Metadata-Version: 2.4
Name: alluvium-swarm
Version: 0.4.2
Summary: A local-first free-form task inbox daemon for concurrent coding agents, Git worktrees, and maintainer-style integration.
Author: Alluvium Contributors
License-Expression: MIT
License-File: LICENSE
Keywords: agents,automation,git,local-first,task-queue,worktree
Classifier: Development Status :: 3 - Alpha
Classifier: Environment :: Console
Classifier: Intended Audience :: Developers
Classifier: License :: OSI Approved :: MIT License
Classifier: Programming Language :: Python :: 3
Classifier: Programming Language :: Python :: 3.11
Classifier: Programming Language :: Python :: 3.12
Classifier: Programming Language :: Python :: 3.13
Classifier: Topic :: Software Development :: Version Control :: Git
Classifier: Topic :: System :: Distributed Computing
Requires-Python: >=3.11
Description-Content-Type: text/markdown

# Alluvium

Alluvium is a small, local-first runner for coding agents.

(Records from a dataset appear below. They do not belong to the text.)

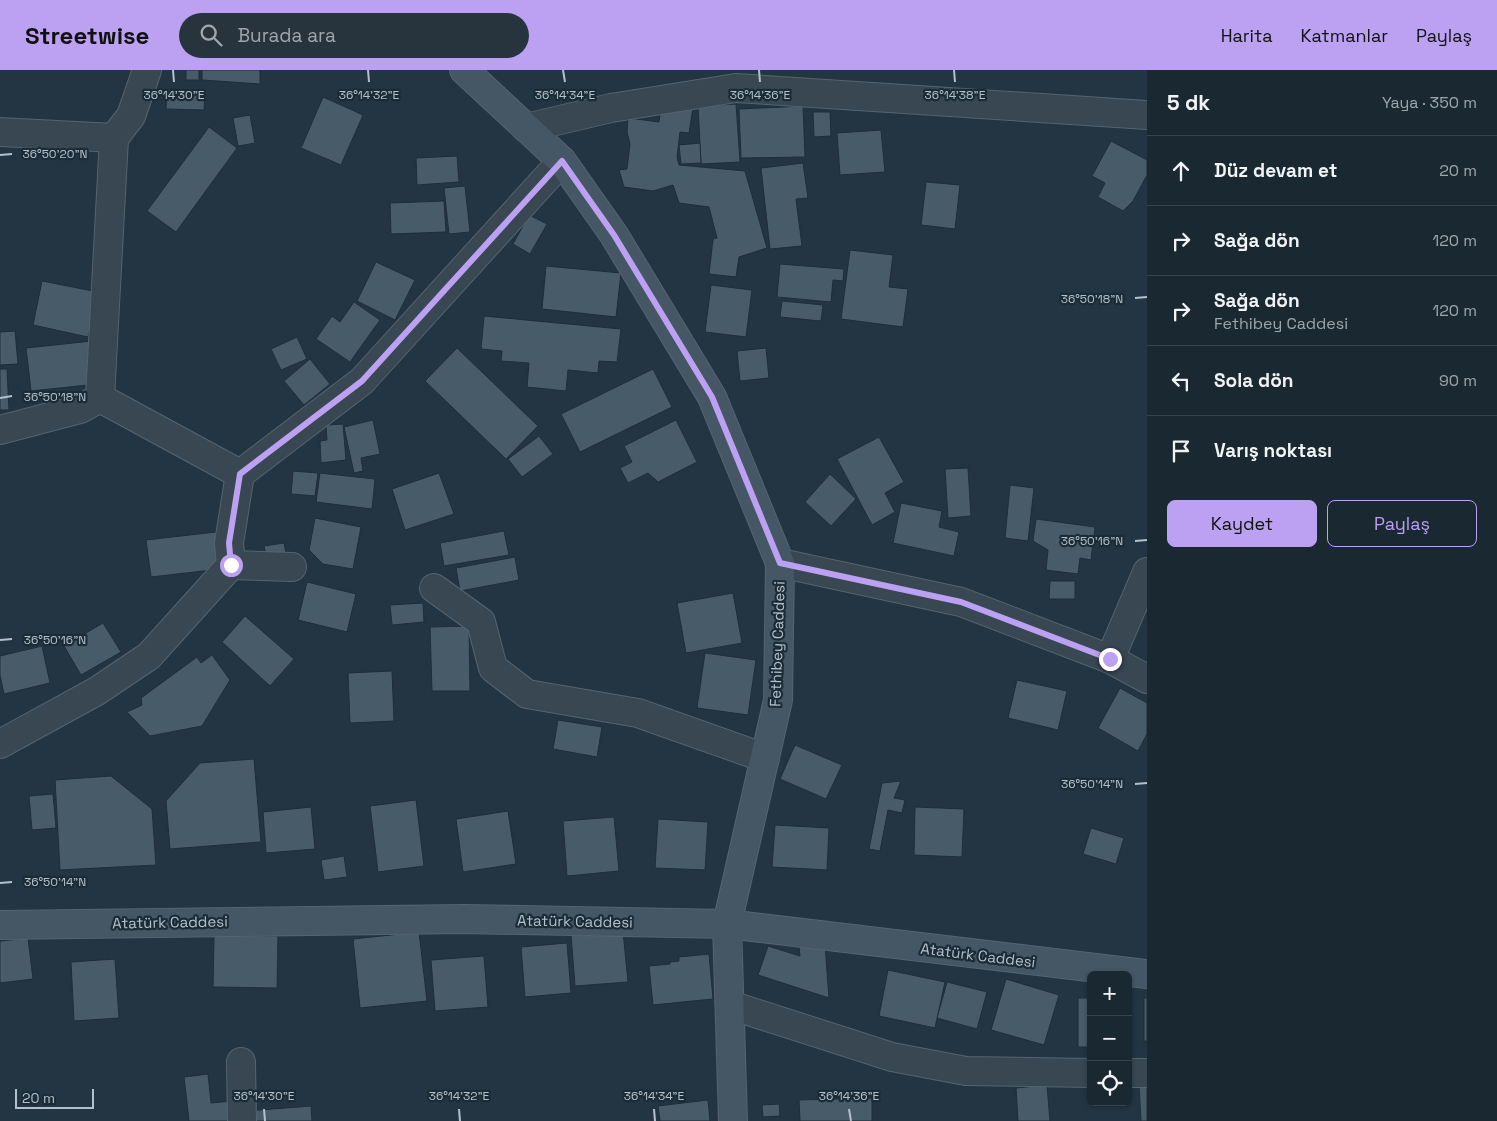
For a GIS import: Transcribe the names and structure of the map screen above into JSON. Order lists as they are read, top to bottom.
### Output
{
  "streets": {
    "street": ["Fethibey Caddesi", "Atatürk Caddesi"]
  },
  "crossings": [
    ["Fethibey Caddesi", "Atatürk Caddesi"]
  ],
  "scale_bar": "20 m",
  "page": {
    "header": "Streetwise",
    "search": "Burada ara",
    "nav": ["Harita", "Katmanlar", "Paylaş"],
    "heading": ["5 dk", "Yaya · 350 m"],
    "list": [
      ["Düz devam et", "20 m"],
      ["Sağa dön", "120 m"],
      ["Sağa dön", "Fethibey Caddesi", "120 m"],
      ["Sola dön", "90 m"],
      "Varış noktası"
    ],
    "buttons": ["Kaydet", "Paylaş"],
    "map_buttons": ["+", "−"],
    "scale": "20 m"
  },
  "coordinates": [
    "36°14'30\"E",
    "36°14'32\"E",
    "36°14'34\"E",
    "36°14'36\"E",
    "36°14'38\"E",
    "36°50'20\"N",
    "36°50'18\"N",
    "36°50'16\"N",
    "36°50'14\"N"
  ]
}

You drop free-form folders or bare files into `inbox/`. Alluvium claims each item into a stable `tasks/<task-id>/` artifact folder, runs a low number of workers optimistically in isolated Git worktrees/branches, records task-local artifacts under `.agent/`, stores authoritative task state in a local SQLite database, and serially integrates durable repository changes through temporary integration worktrees.

The design goal is boring robustness over elaborate multi-agent choreography: a filesystem inbox, a tiny state index, bounded worker concurrency, explicit artifacts, and Git as the durable integration boundary.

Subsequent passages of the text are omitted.